Task » Using the listing below, copy exactly the lines from the one containing "Input: one rendered" to the one containing "Map reading. Build", both lines included, and no others.

Raw data »
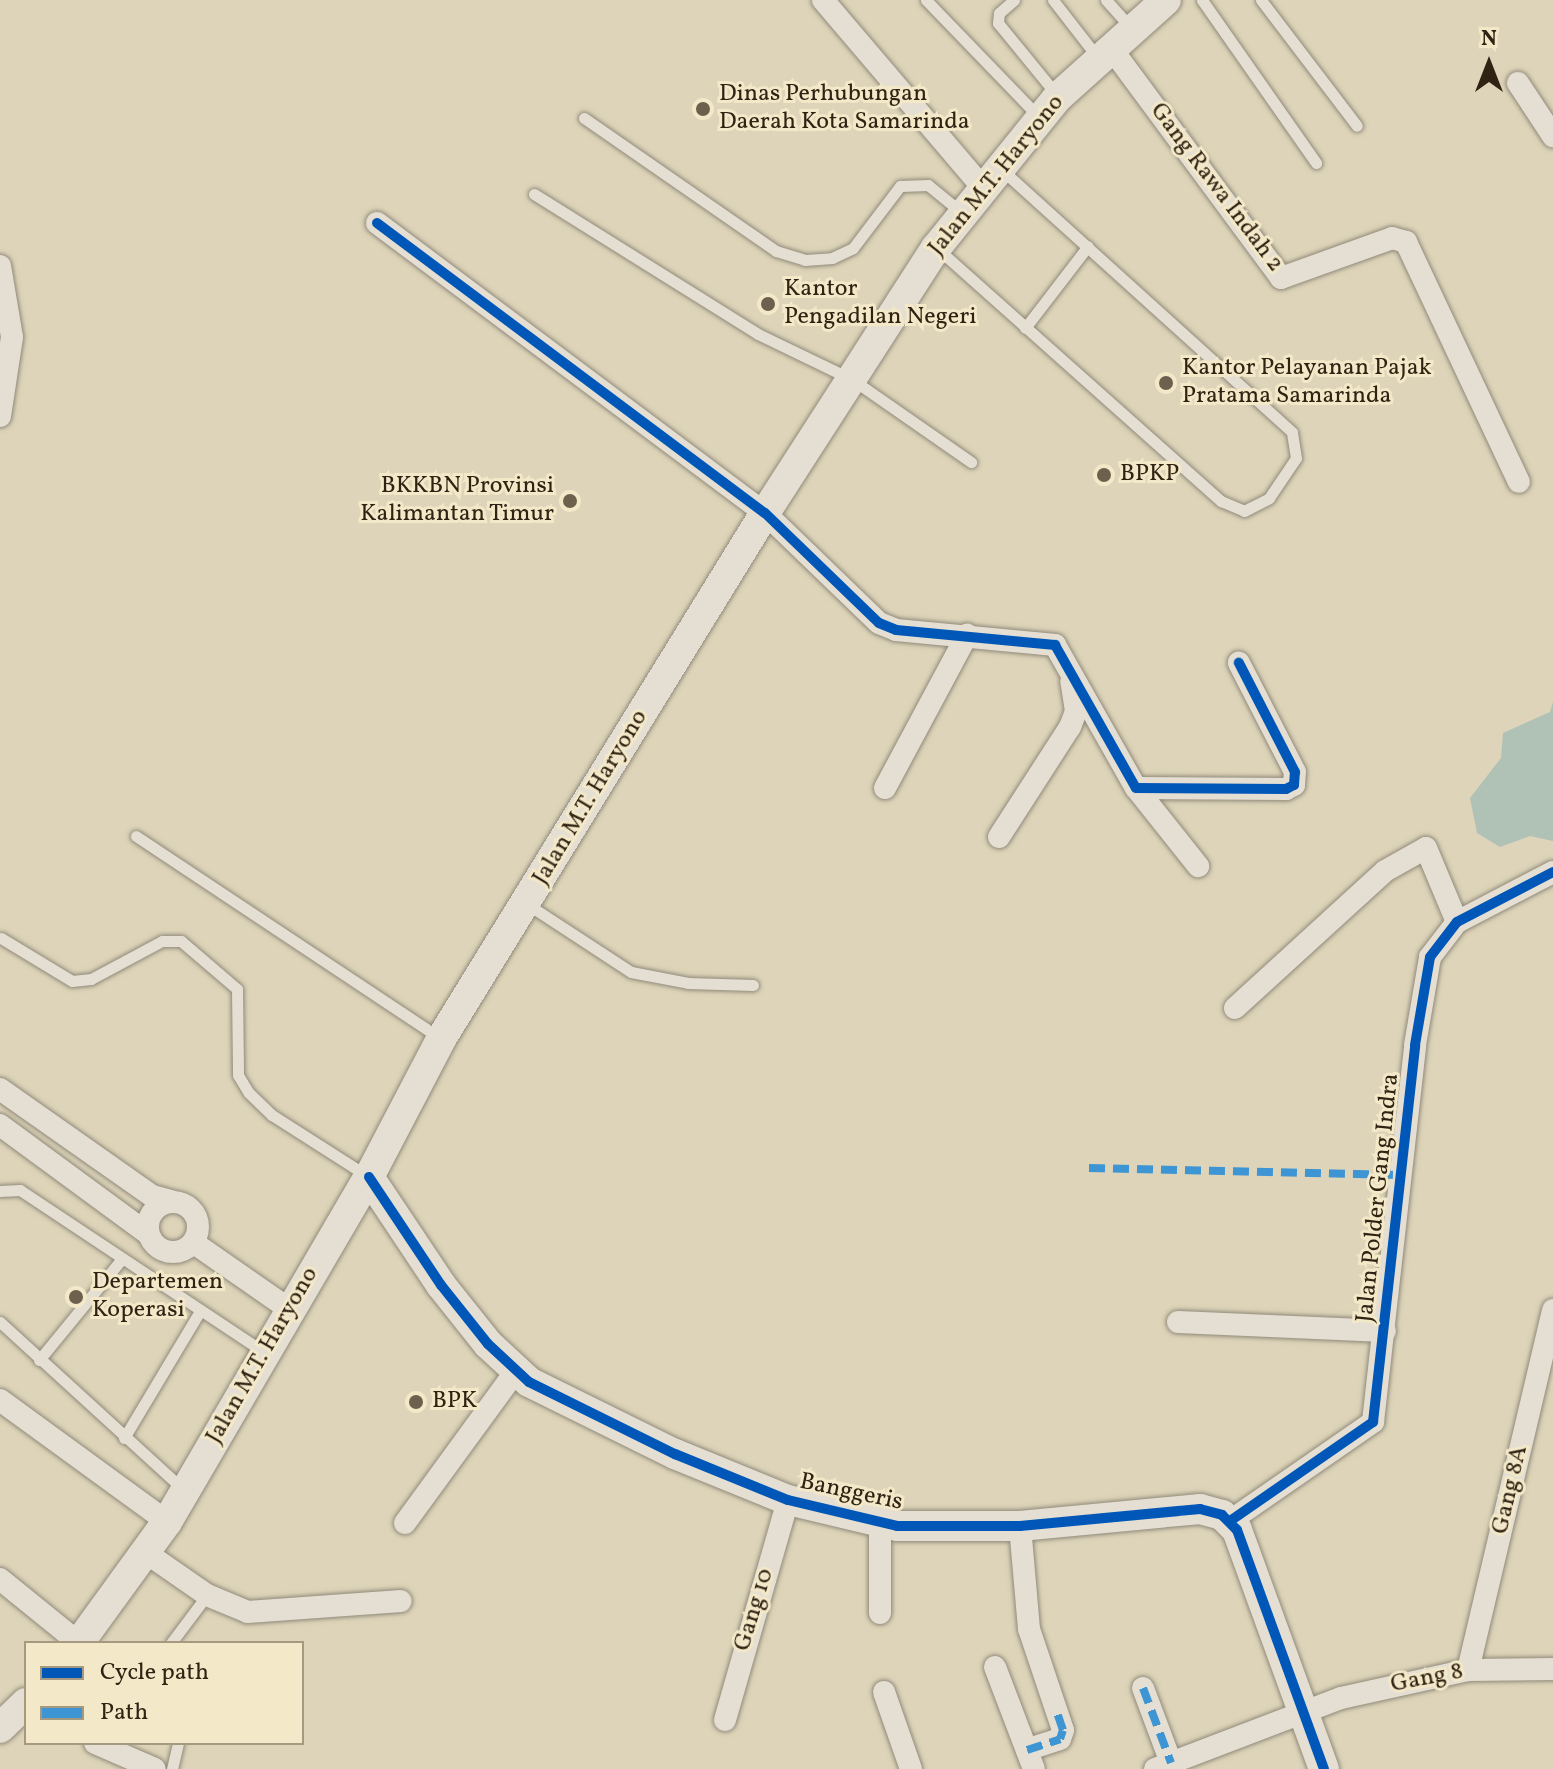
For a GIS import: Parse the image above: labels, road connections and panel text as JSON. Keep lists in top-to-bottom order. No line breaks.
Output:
==
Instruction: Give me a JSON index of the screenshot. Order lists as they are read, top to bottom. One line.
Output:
==
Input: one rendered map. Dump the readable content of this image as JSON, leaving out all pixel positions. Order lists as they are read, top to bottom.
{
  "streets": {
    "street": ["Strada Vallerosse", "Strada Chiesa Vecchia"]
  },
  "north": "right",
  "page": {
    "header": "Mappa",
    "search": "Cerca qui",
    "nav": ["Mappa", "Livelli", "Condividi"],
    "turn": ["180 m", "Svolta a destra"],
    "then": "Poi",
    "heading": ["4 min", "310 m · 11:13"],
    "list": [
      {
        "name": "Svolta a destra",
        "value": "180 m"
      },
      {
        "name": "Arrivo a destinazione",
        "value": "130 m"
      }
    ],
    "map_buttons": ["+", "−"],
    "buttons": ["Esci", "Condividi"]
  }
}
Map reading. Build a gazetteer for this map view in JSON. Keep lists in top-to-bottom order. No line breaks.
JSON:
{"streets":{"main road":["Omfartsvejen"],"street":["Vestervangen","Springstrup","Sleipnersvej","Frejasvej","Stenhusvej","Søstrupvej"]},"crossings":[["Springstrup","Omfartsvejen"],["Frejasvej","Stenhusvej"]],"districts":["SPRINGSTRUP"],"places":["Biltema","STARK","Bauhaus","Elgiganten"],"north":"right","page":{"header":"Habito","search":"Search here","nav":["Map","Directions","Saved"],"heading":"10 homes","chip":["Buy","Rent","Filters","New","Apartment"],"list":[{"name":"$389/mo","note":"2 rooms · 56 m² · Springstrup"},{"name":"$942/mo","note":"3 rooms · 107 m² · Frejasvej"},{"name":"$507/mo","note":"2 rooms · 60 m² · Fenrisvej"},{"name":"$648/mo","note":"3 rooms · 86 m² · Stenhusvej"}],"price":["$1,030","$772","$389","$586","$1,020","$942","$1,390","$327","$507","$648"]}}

Exercise response »
Input: one rendered map. Dump the readable content of this image as JSON, leaving out all pixel positions. Order lists as they are read, top to bottom.
{
  "streets": {
    "street": ["Strada Vallerosse", "Strada Chiesa Vecchia"]
  },
  "north": "right",
  "page": {
    "header": "Mappa",
    "search": "Cerca qui",
    "nav": ["Mappa", "Livelli", "Condividi"],
    "turn": ["180 m", "Svolta a destra"],
    "then": "Poi",
    "heading": ["4 min", "310 m · 11:13"],
    "list": [
      {
        "name": "Svolta a destra",
        "value": "180 m"
      },
      {
        "name": "Arrivo a destinazione",
        "value": "130 m"
      }
    ],
    "map_buttons": ["+", "−"],
    "buttons": ["Esci", "Condividi"]
  }
}
Map reading. Build a gazetteer for this map view in JSON. Keep lists in top-to-bottom order. No line breaks.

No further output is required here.